• Extracted data
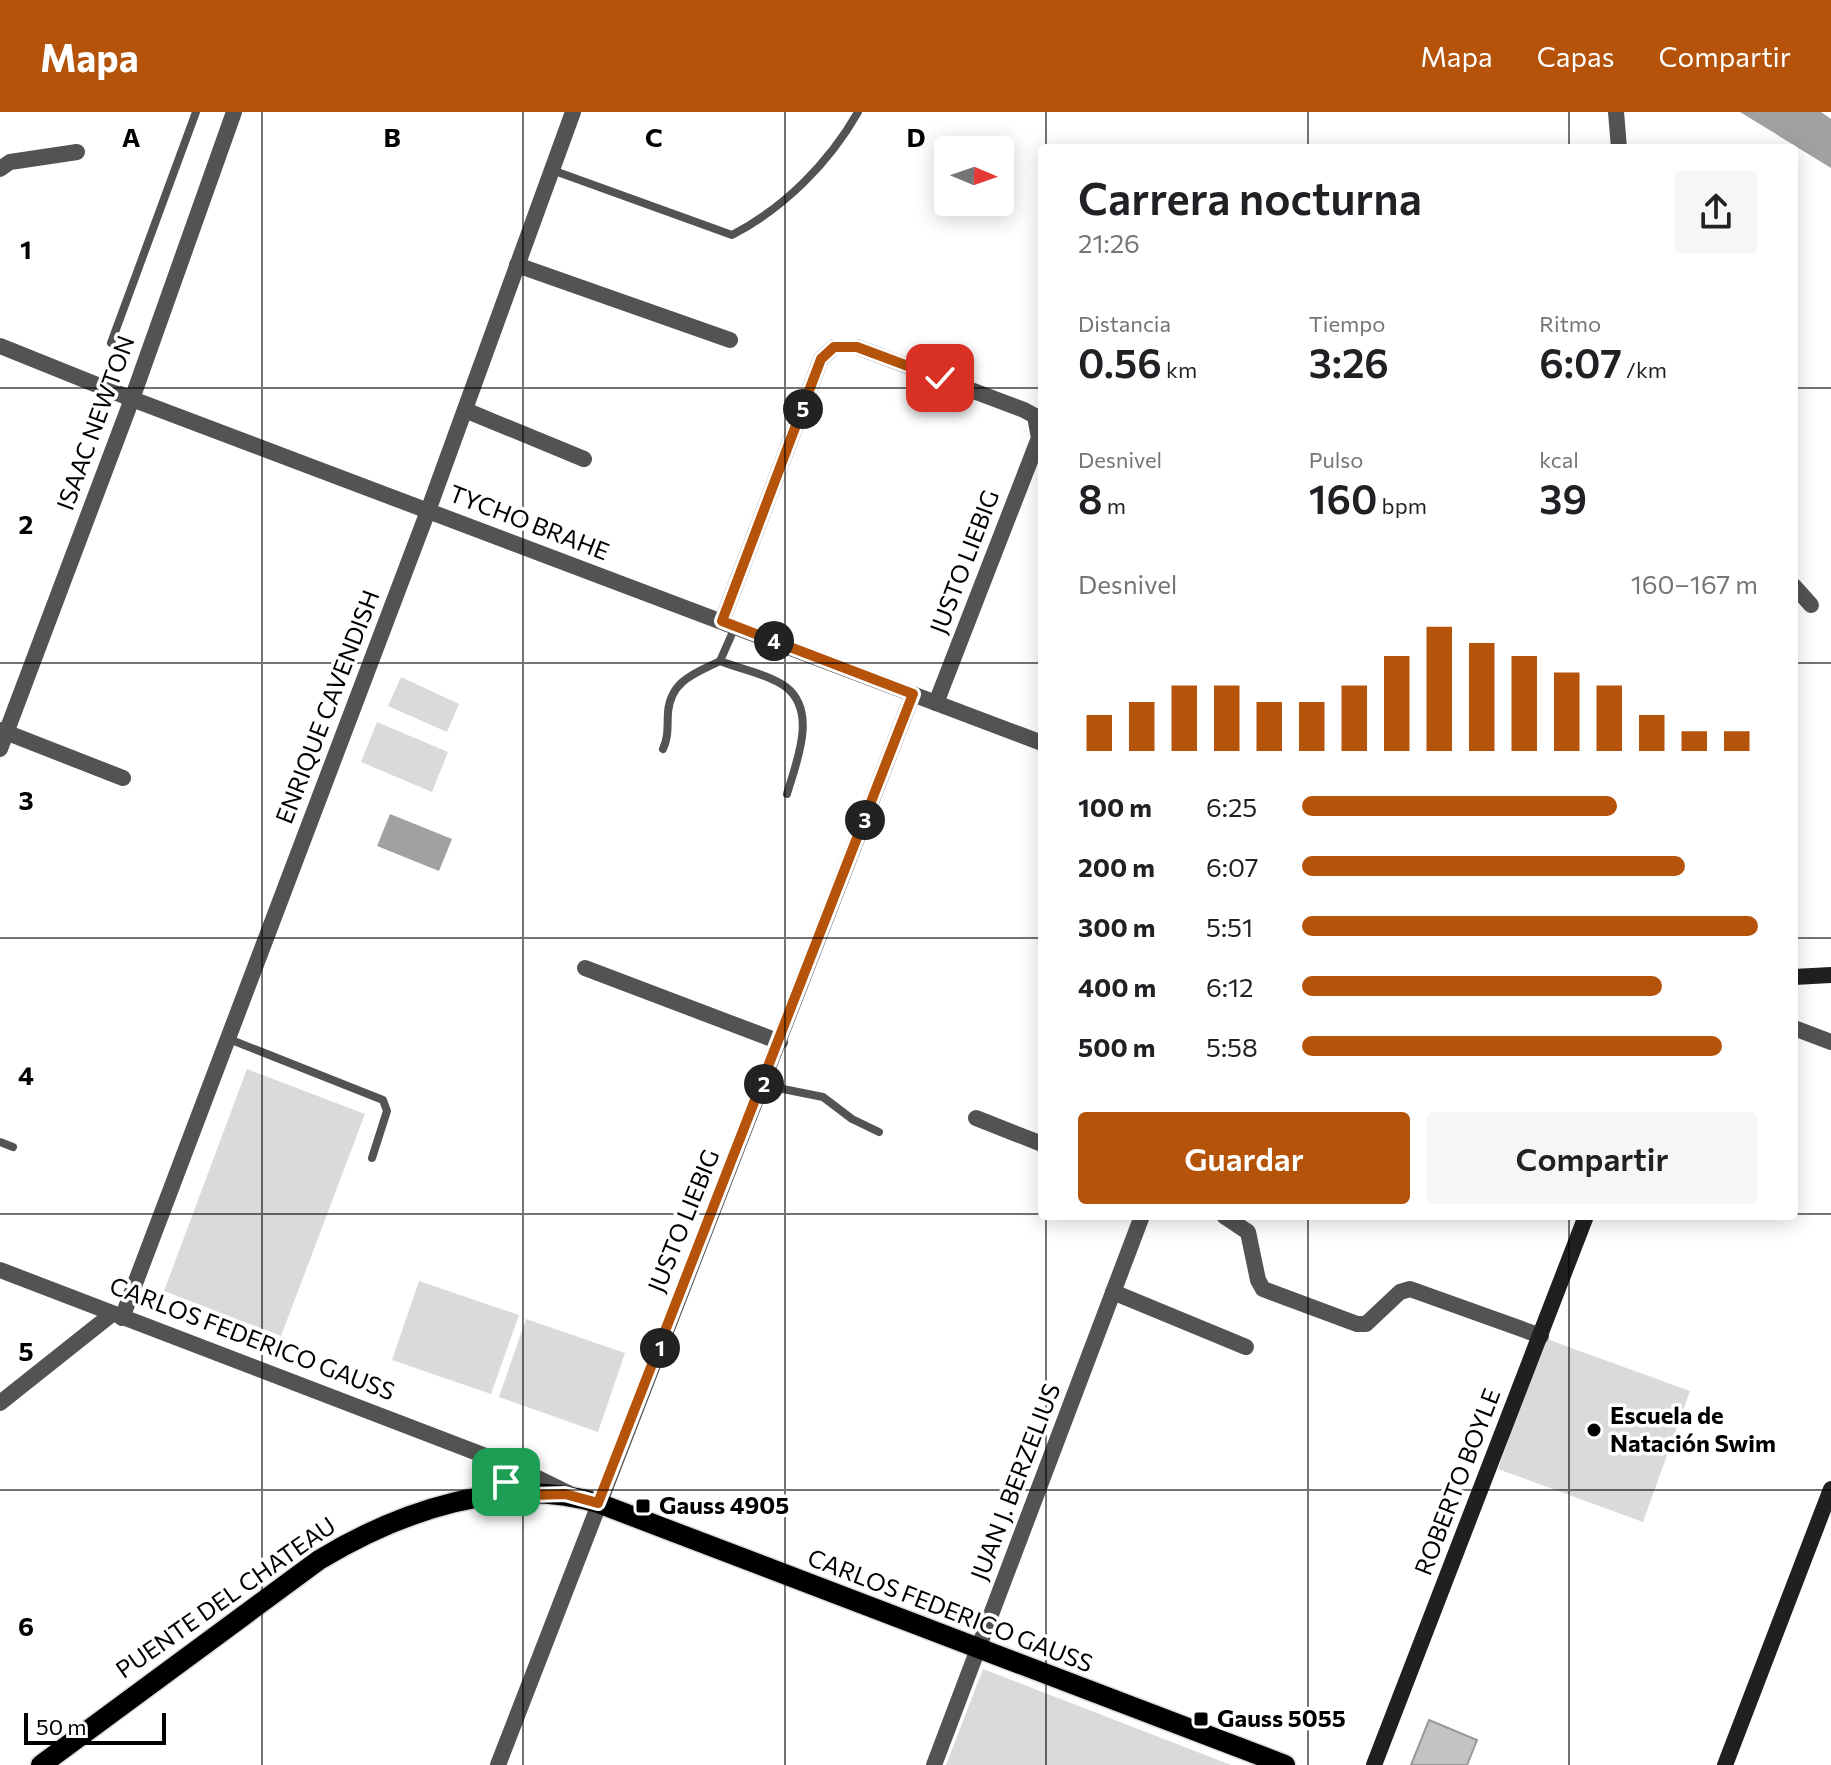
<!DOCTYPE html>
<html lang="es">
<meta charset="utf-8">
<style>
:root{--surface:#fff;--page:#f6f6f6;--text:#202124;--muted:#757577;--accent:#b45309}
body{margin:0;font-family:Commissioner,sans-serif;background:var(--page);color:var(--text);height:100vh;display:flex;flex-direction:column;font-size:30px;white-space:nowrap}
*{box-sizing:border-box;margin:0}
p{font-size:26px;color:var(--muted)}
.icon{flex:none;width:44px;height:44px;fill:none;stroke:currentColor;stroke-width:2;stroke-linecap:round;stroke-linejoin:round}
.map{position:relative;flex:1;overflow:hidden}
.panel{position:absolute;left:1038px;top:32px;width:760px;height:1076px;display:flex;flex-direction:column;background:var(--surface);border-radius:8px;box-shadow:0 4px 20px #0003}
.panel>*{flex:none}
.needle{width:52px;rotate:92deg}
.fabs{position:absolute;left:934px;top:24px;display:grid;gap:16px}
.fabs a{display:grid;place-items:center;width:80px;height:80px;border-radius:8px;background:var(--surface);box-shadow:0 4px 20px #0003;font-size:40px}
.scale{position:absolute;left:24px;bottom:20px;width:142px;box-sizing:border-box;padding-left:8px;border:4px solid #000;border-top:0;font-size:22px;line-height:28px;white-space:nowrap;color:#000;-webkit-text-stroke:6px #fff;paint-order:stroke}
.pin{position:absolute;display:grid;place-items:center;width:68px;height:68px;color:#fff;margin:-34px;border-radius:16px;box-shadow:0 4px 12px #0006}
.km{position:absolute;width:40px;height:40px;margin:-20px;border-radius:50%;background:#222;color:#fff;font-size:22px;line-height:40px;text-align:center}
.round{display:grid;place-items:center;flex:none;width:84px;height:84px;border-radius:8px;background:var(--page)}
.overview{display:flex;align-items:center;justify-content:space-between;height:136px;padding:0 40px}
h1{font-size:44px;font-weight:600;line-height:60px}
.figures{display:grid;grid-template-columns:repeat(3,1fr);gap:12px;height:136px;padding:8px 40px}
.figures div{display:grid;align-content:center}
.figures b{font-size:40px;font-weight:600}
.figures small{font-size:22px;font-weight:400}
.figures p{font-size:22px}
.chart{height:224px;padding:16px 40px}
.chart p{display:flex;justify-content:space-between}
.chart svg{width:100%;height:144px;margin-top:8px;stroke:var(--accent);stroke-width:6}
.action{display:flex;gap:16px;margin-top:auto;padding:16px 40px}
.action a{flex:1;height:92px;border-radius:8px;background:var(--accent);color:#fff;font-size:32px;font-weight:600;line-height:92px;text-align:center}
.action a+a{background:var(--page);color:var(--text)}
ul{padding:0 40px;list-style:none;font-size:26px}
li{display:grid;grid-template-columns:128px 96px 1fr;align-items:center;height:60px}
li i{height:20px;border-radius:10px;background:var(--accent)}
header{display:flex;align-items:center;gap:48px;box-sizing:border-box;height:112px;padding:0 40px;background:var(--accent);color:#fff}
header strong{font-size:38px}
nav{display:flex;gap:44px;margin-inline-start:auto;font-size:28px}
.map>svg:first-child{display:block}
</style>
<header>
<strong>Mapa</strong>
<nav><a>Mapa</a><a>Capas</a><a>Compartir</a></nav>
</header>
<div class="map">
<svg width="1831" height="1653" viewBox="0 0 1831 1653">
<rect width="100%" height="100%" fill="#fff"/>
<g fill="#dadada">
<path d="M401 565 459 592 447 620 388 594Z"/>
<path d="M377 610 448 640 432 680 361 650Z"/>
<path d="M247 957 365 1002 281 1224 164 1179Z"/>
<path d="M419 1169 519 1203 491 1282 392 1248Z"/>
<path d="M526 1207 625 1241 598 1320 499 1285Z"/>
<path d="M1544 1226 1690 1279 1643 1410 1498 1357Z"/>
<path d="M983 1557 1231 1653H946Z"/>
</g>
<g fill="#a1a1a1">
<path d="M1740 0H1821L1831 7V56Z"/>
<path d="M390 702 452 727 439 759 377 734Z"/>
</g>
<path fill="#c3c3c3" stroke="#979797" stroke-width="2" d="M1429 1608 1477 1628 1467 1653H1411Z"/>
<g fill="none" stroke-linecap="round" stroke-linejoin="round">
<defs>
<path id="primary" d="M41 1653 319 1448C400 1399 503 1363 598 1391L1285 1653"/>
</defs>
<use href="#primary" stroke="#dbdbdb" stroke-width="23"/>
<g stroke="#535353" stroke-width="8">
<path d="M552 58 732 123C784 96 829 51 858 0"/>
<path d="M111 231 196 0"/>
<path d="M720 549 735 515"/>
<path d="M663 637C669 624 667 614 668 600 671 568 696 561 720 549 740 557 768 562 786 575 818 600 796 651 787 682"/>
<path d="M229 927 383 988 387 999 372 1046"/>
<path d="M763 973 823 985 852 1007 879 1020"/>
<path d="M0 1030 13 1035"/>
</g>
<g stroke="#535353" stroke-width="16">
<path d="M1616 0 1619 36"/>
<path d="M0 57 10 50 77 40"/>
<path d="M517 153 730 228"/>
<path d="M0 234 132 287 1042 631"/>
<path d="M465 298 584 347"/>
<path d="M1794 474 1811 493"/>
<path d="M722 509 821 247 834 235H857L1024 298 1035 304 1039 326 936 591"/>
<path d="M0 618 123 666"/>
<path d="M0 637 132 287 234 0"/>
<path d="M585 856 780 930"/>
<path d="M1794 916 1831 930"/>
<path d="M976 1006 1042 1032"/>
<path d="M1224 1104 1248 1120 1258 1168 1263 1177 1357 1212H1366L1400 1180 1410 1177 1541 1224"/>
<path d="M0 1158 517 1356 568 1381"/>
<path d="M1113 1180 1246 1235"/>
<path d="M122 1206 428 399 573 0"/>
<path d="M0 1291 112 1202"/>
<path d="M490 1348 505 1360 506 1370 499 1384"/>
<path d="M498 1653 913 582"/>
<path d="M934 1653 1142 1104"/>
</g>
<g stroke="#202020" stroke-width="16">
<path d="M1794 865 1831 863"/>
<path d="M1374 1653 1586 1104"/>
<path d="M1725 1653 1831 1377"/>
</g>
<use href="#primary" stroke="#000" stroke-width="20"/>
</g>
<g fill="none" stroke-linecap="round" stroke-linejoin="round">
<defs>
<path id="route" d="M506 1370 499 1384 565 1382 598 1391 913 582 722 509 821 247 834 235H857L940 266"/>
</defs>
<use href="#route" stroke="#fff" stroke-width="16"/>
<use href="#route" stroke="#b45309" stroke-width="10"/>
</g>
<path fill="none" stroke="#000" stroke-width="2" stroke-opacity="0.55" d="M262 0V1653M523 0V1653M785 0V1653M1046 0V36M1308 0V36M1569 0V36M0 276H1042M1794 276H1831M0 551H1042M1794 551H1831M0 826H1042M1794 826H1831M0 1102H1042M1794 1102H1831M1046 1104V1653M1308 1104V1653M1569 1104V1653M0 1378H1831"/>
<g fill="#000" stroke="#fff" stroke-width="3">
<circle cx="1594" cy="1318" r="8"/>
<rect x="635" y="1386" width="16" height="16" rx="4"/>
<rect x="1193" y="1599" width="16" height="16" rx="4"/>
</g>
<g text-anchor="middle" stroke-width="7" stroke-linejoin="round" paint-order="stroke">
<g font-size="24" fill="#000" stroke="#fff">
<text transform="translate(96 311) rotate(-70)" y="8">ISAAC NEWTON</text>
<text transform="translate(529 411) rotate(21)" y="8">TYCHO BRAHE</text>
<text transform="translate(965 450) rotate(-69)" y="8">JUSTO LIEBIG</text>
<text transform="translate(328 595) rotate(-69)" y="8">ENRIQUE CAVENDISH</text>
<text transform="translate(684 1109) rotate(-68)" y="8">JUSTO LIEBIG</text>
<text transform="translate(252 1227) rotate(21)" y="8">CARLOS FEDERICO GAUSS</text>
<text transform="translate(1016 1370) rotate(-69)" y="8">JUAN J. BERZELIUS</text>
<text transform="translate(1458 1370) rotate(-69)" y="8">ROBERTO BOYLE</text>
<text transform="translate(226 1486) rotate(-35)" y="8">PUENTE DEL CHATEAU</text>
<text transform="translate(950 1499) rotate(21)" y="8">CARLOS FEDERICO GAUSS</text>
</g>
<g font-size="24" font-weight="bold" fill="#000" stroke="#fff" text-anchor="start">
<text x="1610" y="1312">Escuela de<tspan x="1610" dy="28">Natación Swim</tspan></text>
<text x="659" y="1402">Gauss 4905</text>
<text x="1217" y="1615">Gauss 5055</text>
</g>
</g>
<g font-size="26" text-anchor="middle" font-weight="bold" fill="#000" stroke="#fff" stroke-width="7" stroke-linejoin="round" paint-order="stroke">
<text x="131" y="35">A</text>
<text x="392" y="35">B</text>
<text x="654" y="35">C</text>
<text x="916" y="35">D</text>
<text x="26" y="147">1</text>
<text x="26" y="422">2</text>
<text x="26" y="698">3</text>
<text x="26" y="973">4</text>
<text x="26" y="1249">5</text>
<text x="26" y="1524">6</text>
</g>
</svg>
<div class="fabs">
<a><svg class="needle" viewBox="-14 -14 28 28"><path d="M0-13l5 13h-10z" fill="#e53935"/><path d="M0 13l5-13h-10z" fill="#757577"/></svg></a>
</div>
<div class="scale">50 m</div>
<div class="pin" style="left:506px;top:1370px;background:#1e9e55"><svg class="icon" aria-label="arrive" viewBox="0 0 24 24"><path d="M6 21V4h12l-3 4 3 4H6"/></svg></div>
<div class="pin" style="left:940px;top:266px;background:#d93025"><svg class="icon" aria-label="check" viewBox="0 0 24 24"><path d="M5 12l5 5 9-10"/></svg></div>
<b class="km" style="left:660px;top:1236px">1</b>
<b class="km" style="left:764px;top:972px">2</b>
<b class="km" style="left:865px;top:708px">3</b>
<b class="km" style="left:774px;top:529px">4</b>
<b class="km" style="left:803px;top:297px">5</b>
<section class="panel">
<div class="overview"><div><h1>Carrera nocturna</h1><p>21:26</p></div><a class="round"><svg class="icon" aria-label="share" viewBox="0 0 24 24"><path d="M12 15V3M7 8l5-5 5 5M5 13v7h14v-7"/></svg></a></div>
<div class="figures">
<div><p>Distancia</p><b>0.56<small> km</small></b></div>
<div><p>Tiempo</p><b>3:26</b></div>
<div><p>Ritmo</p><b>6:07<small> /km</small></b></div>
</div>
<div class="figures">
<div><p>Desnivel</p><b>8<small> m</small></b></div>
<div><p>Pulso</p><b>160<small> bpm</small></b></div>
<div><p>kcal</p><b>39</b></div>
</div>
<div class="chart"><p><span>Desnivel</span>160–167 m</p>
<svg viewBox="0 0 160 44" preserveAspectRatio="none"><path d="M5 44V33M15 44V29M25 44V24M35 44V24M45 44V29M55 44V29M65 44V24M75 44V15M85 44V6M95 44V11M105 44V15M115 44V20M125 44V24M135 44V33M145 44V38M155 44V38"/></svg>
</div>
<ul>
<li><b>100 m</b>6:25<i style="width:69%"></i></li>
<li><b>200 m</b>6:07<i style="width:84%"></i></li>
<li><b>300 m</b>5:51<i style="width:100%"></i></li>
<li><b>400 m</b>6:12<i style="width:79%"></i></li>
<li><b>500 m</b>5:58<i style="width:92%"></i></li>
</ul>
<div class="action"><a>Guardar</a><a>Compartir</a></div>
</section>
</div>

• Work task
Within the records above, count the lines that hold the word "white" and give only that number.

• Response area
2